The 800 patents, worth an average of $1.25 million a piece, are important in terms of intellectual property rights as Microsoft cites the patents more often than any other tech company on the planet. Microsoft cited the 800 patents 1,331 times, which is even more than AOL themselves who cited the patents in just 1,267 instances. IBM cited them 570 times, AT&T 419 times, Yahoo! 362 times and Google just 304 times. Making Google’s sole possible interest in the patents being to make Microsoft bow down to the Google gods.
Microsoft had two motivations for buying the patents though: to protect their own patent-citation interests and to keep the patents away from others who knew how often Microsoft cited them and could hold them over Microsoft’s proverbial head.

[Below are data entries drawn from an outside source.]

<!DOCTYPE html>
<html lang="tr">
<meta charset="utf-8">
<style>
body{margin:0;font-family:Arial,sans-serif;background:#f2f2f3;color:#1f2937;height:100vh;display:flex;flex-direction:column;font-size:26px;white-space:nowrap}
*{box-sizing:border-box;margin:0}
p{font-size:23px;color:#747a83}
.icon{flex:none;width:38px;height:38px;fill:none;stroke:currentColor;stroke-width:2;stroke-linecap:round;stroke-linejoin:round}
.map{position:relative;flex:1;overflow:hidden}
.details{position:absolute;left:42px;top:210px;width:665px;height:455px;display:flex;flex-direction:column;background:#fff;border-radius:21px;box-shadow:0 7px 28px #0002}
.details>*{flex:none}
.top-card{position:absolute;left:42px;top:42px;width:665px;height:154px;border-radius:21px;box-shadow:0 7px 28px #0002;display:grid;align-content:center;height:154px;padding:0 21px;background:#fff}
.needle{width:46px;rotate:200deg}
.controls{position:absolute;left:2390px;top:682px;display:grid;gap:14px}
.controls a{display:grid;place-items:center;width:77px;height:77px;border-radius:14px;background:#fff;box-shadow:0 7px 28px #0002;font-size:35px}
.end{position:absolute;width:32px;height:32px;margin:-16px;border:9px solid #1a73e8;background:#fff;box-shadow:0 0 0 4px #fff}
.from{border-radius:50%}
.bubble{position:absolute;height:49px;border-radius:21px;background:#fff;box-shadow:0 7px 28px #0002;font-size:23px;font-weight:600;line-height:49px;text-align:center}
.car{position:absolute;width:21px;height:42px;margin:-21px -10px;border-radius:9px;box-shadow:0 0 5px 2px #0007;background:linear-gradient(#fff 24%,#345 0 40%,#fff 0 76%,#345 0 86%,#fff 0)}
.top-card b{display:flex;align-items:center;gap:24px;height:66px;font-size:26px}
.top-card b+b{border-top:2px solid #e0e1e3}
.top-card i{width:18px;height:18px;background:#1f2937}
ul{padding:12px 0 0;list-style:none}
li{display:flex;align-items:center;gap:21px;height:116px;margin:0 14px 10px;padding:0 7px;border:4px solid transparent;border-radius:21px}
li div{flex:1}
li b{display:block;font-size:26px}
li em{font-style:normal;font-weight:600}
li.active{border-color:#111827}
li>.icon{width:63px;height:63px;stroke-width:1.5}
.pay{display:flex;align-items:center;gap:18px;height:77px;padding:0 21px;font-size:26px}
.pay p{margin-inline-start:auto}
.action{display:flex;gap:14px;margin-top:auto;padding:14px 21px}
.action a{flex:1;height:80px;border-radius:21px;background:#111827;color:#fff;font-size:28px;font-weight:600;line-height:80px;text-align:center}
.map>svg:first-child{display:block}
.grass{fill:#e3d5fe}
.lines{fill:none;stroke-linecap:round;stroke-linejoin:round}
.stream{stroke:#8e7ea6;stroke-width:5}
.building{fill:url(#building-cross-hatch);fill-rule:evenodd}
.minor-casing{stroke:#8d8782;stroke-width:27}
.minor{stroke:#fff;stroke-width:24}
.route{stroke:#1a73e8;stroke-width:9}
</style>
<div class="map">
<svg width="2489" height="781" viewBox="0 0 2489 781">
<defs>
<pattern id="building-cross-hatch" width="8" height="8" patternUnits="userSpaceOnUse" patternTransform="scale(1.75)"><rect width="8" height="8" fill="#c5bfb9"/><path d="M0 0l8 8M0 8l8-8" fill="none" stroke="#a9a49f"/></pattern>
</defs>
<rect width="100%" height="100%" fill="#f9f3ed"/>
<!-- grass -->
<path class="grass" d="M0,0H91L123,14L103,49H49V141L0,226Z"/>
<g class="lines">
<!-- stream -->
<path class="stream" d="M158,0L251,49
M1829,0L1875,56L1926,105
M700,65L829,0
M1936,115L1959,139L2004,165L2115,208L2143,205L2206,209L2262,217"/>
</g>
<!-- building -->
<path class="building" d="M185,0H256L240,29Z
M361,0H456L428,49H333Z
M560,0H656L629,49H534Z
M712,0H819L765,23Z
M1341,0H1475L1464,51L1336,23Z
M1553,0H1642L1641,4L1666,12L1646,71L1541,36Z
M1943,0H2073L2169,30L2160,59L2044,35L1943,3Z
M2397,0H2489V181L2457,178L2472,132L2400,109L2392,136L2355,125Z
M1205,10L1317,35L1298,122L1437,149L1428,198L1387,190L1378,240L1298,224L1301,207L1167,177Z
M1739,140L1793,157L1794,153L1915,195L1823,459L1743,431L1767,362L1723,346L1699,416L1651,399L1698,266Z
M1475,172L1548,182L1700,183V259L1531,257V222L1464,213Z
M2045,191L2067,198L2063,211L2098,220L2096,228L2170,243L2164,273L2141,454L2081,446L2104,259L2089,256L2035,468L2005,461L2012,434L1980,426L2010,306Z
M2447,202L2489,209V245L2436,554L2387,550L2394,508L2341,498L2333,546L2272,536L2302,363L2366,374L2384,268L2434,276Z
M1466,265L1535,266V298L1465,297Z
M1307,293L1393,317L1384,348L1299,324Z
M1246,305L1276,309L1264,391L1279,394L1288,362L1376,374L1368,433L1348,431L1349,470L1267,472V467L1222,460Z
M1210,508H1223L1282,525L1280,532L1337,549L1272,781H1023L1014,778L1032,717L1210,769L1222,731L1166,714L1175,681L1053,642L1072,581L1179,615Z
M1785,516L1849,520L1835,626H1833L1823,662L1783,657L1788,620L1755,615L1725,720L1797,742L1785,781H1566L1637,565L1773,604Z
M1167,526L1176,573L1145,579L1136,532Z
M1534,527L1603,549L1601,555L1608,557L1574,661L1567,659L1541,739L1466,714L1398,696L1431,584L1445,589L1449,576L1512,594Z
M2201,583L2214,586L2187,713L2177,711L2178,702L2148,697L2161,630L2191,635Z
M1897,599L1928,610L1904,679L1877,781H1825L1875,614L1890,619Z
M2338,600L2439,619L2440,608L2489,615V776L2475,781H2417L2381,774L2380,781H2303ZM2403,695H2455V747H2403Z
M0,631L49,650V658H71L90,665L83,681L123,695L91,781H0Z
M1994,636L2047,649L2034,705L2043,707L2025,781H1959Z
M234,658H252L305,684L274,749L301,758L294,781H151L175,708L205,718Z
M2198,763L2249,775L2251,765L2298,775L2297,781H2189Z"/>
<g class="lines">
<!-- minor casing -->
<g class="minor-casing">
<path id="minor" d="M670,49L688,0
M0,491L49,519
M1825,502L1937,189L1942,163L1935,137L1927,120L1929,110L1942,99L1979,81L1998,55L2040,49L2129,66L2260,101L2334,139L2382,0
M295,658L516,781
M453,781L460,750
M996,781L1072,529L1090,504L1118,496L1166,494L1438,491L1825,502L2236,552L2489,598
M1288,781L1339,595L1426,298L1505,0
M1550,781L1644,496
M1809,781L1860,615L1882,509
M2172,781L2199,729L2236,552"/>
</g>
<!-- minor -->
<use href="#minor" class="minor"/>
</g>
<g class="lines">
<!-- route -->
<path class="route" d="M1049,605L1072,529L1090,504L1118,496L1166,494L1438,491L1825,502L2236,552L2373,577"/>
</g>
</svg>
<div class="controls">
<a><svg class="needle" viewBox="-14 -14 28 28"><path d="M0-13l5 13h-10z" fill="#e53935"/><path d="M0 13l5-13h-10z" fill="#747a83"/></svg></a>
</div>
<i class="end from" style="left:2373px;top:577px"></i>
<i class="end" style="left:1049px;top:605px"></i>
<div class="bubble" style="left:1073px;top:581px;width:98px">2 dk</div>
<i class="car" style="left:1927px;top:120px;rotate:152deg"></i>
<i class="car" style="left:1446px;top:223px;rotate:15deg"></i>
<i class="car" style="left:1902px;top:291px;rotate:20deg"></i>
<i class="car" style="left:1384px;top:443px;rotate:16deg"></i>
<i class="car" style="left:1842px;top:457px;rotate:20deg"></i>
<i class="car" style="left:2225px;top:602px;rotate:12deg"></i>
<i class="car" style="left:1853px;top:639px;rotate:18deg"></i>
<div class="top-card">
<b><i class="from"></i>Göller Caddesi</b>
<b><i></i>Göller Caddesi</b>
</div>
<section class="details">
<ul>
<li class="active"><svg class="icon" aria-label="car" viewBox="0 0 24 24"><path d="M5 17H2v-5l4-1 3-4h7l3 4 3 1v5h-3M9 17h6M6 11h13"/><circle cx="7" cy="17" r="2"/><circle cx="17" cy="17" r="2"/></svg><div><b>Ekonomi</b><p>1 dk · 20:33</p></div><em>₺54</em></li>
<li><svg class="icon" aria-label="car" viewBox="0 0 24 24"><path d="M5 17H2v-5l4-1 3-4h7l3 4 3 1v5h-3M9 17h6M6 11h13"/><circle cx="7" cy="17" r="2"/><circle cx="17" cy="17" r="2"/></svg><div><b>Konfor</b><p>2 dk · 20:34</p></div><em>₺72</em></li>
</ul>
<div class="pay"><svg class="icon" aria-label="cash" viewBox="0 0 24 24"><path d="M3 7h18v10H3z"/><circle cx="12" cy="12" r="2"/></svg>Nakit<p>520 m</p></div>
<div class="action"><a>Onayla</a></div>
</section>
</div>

This still begs the question though: how important are these patents really? Well, let’s look at the bundled patents in the AOL portfolio. They have an average age of just four years, which would give Microsoft plenty of time to cycle them through their licensing department (which is still one of the biggest and most aggressive on the planet) and they would offer Microsoft leverage over Google when it comes to platform licensing.

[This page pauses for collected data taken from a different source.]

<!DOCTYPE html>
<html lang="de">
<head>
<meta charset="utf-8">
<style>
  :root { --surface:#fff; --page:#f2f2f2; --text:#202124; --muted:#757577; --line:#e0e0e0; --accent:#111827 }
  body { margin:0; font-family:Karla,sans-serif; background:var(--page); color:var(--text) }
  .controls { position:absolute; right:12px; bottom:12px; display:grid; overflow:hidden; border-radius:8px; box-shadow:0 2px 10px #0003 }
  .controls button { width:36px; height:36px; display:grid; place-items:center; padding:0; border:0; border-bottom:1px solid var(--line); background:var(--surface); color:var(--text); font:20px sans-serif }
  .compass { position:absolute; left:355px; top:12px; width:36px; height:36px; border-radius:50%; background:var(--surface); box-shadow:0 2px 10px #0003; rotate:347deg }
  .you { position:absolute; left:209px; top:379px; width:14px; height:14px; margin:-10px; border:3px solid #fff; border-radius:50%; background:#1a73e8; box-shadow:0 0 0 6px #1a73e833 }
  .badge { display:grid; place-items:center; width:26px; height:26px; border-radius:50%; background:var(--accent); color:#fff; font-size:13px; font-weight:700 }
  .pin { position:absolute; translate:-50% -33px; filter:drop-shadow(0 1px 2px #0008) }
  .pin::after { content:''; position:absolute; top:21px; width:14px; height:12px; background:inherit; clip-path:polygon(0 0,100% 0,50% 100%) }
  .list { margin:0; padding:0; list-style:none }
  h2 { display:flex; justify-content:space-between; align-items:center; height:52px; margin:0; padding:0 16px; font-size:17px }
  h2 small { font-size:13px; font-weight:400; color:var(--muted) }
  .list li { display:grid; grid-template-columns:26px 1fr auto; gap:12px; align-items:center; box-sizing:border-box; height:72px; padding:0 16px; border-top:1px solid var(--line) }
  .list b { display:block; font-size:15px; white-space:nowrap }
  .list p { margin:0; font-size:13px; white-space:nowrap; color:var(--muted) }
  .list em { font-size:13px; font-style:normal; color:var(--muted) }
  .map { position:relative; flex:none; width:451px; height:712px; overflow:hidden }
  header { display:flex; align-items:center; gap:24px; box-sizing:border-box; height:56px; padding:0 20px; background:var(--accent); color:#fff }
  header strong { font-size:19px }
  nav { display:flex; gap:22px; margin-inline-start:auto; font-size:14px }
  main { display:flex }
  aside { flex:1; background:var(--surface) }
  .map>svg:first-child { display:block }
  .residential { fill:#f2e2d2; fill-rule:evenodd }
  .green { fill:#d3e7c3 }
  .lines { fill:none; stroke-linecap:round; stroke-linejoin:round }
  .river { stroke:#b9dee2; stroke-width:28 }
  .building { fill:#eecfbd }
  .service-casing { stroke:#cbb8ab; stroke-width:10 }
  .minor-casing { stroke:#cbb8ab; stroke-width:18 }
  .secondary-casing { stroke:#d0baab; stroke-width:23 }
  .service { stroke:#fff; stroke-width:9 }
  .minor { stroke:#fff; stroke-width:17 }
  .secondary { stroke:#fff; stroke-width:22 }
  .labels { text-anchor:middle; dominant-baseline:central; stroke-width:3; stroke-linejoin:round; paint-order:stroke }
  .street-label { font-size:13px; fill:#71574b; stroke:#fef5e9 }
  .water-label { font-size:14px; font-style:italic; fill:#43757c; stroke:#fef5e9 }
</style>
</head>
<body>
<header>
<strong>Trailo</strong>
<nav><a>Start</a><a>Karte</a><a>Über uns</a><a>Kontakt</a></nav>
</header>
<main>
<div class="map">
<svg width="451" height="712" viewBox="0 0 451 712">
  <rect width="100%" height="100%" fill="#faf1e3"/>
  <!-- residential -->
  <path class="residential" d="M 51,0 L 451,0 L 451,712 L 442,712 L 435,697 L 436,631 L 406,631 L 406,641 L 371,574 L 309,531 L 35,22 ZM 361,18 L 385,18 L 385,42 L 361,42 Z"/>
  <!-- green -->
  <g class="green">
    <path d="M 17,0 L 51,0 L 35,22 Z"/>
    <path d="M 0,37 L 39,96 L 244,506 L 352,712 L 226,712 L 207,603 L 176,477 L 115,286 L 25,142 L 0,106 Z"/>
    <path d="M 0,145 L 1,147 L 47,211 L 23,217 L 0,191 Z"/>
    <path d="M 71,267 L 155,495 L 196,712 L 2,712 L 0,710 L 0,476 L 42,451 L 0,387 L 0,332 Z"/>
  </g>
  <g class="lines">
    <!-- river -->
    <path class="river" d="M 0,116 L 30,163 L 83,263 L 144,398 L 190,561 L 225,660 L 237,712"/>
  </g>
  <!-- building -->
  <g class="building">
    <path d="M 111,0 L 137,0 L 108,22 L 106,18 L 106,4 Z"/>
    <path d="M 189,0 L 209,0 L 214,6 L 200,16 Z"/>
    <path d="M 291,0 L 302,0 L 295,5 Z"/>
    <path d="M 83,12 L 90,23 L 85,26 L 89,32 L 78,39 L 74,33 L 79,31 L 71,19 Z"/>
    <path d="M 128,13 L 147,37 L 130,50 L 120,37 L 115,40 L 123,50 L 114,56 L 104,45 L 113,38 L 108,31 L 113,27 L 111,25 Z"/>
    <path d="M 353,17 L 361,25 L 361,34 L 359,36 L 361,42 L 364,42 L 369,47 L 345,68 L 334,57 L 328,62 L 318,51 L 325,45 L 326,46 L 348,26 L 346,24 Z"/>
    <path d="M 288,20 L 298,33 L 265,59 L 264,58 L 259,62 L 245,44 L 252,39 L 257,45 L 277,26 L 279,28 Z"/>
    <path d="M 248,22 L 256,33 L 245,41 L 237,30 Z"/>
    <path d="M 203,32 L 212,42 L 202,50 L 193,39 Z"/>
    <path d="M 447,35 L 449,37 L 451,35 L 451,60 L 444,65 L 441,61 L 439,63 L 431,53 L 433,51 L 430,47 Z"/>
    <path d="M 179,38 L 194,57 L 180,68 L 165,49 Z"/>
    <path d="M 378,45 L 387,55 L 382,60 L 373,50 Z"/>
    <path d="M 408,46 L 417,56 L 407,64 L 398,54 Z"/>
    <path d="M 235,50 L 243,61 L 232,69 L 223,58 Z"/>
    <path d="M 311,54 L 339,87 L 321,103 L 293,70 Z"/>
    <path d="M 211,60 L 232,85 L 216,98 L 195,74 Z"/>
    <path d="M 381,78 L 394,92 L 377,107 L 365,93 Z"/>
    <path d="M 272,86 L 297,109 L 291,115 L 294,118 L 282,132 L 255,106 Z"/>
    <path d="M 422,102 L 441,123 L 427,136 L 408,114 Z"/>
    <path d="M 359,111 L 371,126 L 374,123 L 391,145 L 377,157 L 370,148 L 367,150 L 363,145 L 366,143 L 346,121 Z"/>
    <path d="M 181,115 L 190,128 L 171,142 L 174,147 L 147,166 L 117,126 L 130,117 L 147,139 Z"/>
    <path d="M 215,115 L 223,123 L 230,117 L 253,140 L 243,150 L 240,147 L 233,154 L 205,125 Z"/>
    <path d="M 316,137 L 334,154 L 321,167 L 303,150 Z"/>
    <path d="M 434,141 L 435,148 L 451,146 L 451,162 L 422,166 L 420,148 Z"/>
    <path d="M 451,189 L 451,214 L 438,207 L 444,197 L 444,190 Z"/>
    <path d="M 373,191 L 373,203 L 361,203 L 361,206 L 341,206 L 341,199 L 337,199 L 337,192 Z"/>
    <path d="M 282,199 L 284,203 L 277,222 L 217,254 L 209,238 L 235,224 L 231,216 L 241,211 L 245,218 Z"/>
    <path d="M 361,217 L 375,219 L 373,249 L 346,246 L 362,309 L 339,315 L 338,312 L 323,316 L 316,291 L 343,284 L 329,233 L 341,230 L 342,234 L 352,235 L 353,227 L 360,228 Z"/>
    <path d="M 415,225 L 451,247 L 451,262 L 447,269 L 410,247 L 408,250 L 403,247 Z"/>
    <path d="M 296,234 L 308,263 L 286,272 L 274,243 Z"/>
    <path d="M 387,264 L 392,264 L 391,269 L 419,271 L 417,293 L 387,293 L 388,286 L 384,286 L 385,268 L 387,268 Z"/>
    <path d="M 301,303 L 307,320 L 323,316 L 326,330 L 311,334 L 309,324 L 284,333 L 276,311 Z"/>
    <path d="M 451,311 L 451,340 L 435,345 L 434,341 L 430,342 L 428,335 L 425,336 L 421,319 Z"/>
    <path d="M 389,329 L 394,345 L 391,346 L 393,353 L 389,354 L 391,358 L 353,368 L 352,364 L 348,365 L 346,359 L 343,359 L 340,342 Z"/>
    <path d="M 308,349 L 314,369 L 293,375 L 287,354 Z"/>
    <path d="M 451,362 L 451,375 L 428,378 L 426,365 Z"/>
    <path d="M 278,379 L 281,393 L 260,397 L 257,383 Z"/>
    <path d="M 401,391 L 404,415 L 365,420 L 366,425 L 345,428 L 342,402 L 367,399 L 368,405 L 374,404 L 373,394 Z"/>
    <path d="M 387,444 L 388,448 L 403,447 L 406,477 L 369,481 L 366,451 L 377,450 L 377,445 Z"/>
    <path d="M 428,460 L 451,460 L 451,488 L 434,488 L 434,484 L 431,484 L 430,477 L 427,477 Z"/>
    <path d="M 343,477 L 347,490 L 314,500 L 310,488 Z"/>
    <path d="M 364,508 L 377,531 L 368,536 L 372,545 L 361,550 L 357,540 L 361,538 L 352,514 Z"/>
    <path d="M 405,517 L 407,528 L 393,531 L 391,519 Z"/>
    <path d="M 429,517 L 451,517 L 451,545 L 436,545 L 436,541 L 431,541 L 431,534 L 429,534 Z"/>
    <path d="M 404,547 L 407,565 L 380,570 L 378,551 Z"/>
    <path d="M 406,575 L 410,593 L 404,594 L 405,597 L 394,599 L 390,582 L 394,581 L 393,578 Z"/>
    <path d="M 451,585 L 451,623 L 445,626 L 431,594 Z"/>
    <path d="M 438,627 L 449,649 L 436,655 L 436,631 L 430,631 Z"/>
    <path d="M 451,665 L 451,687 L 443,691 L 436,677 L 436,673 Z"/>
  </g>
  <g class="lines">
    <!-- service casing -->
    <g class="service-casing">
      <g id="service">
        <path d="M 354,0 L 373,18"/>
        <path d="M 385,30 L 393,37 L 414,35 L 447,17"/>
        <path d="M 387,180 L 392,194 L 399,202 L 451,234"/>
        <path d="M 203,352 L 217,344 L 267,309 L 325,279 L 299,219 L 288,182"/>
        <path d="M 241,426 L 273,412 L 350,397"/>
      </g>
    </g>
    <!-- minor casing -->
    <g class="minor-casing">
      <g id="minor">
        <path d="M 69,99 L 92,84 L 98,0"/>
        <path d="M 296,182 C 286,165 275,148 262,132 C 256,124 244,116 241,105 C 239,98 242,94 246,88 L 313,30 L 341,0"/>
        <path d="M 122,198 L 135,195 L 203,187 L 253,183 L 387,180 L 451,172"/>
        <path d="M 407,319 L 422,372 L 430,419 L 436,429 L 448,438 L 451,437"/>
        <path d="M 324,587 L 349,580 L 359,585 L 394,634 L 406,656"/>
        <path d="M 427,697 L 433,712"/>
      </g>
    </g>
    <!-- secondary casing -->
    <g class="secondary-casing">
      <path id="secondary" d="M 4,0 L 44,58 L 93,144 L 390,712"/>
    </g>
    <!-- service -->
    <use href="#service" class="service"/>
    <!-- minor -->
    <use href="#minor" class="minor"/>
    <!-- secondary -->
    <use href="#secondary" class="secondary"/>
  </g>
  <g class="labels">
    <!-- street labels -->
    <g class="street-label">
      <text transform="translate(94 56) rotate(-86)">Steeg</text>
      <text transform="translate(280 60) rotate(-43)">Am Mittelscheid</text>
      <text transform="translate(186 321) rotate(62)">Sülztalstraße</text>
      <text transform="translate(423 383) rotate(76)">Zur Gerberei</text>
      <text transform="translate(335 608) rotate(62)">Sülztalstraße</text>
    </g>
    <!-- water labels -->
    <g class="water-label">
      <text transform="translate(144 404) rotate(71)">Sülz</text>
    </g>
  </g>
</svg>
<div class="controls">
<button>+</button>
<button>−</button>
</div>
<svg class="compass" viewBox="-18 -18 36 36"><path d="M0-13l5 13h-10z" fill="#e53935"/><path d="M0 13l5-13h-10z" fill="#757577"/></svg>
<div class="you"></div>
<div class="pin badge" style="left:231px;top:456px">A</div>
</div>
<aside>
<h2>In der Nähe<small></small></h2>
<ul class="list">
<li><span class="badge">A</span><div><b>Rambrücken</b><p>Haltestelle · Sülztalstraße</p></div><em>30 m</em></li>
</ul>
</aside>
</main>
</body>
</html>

The details of exactly which patents are included in the 800-patent bundle are fuzzy at best but All Things Digital’s Peter Kafka has made some likely, and astute, assumptions that many patents will likely be part of AOL’s Netscape acquisition patent gain. Kafka’s (no, not THAT Kafka) educated guesses include the inclusion of the following former Netscape patents:
- An application-packaging technology patent that delivers apps, over networks, to run in web browsers.
- A patent covering the technology that auto-fills webpage forms.
- A patent Netscape never monetized on the Secure Sockets Layer (SSL) encryption methodology – a technology later renamed Transport Layer Security (TLS).
- A web server/browser preservation technique that includes how e-commerce shopping carts add and preserve items over time.
- HTTP patent technologies.
- The patented technology that allows hyperlinks in videos (think YouTube ads and links).
- An email-client messaging technology (both Netscape AND AOL were separately awarded patents in email-client instant messaging so this is a likely patent in the bundle).
- A patent that shows users how hard, or easy, their password is to crack.
If you look at all of these possible patent-bundle inclusions with a Microsoft/Google lens you can understand why Microsoft patent bundle purchase would give them much-needed leverage over their arch nemesis Google.